Alessandra Silveira, Joana Covelo de Abreu, Pedro Madeira Froufe (Editors) and Tiago Sérgio Cabral (Managing Editor)

Conference on the future of Europe and the defence of European values

On March 10th, 2021, following a long negotiation, the Presidents of the European Parliament, the Council of the EU and the European Commission signed the “Joint Declaration” on the “Conference on the Future of Europe”, holding its joint presidency.[1] The Conference will be officially launched on May 9th, 2021 in an inaugural session in Strasburg and it will be extended until the Spring of 2022. It aims at creating a new public forum for an open, inclusive, transparent and structured debate with Europeans around the issues that matter to them and affect their everyday lives. A new Special Eurobarometer, published one day before the signing of the Joint Declaration, focuses on the Conference and measures attitudes towards it and some of the key themes to be covered.[2]

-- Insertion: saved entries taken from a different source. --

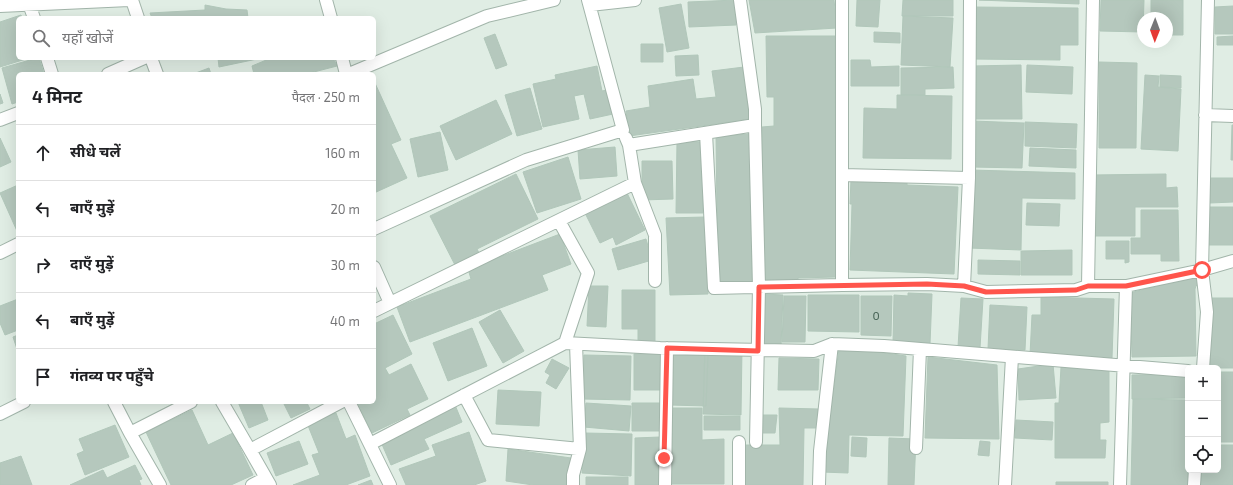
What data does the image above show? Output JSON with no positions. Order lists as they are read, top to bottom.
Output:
{
  "house_numbers": ["0"],
  "north": "bottom",
  "page": {
    "search": "यहाँ खोजें",
    "heading": ["4 मिनट", "पैदल · 250 m"],
    "list": [
      ["सीधे चलें", "160 m"],
      ["बाएँ मुड़ें", "20 m"],
      ["दाएँ मुड़ें", "30 m"],
      ["बाएँ मुड़ें", "40 m"],
      "गंतव्य पर पहुँचे"
    ],
    "map_buttons": ["+", "−"]
  }
}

Three-quarters of Europeans consider that the Conference will have a positive impact on democracy within the EU: 76% agree that it represents significant progress for democracy within the EU, with a clear majority supporting this view in every EU Member State. The very vast majority of Europeans (92%) across all Member States demand that citizens’ voices are “taken more into account in decisions relating to the future of Europe”. While voting in EU elections is clearly regarded (by 55% of respondents) as the most effective way of ensuring voices are heard by decision-makers at EU level, there is very strong support for EU citizens having a greater say in decisions relating to the future of Europe. 45% of Europeans declare themselves “rather in favour of the EU but not in the way it has been realised so far”. Six in ten Europeans agree that the Coronavirus crisis had made them reflect on the future of the EU while 39% disagree with this.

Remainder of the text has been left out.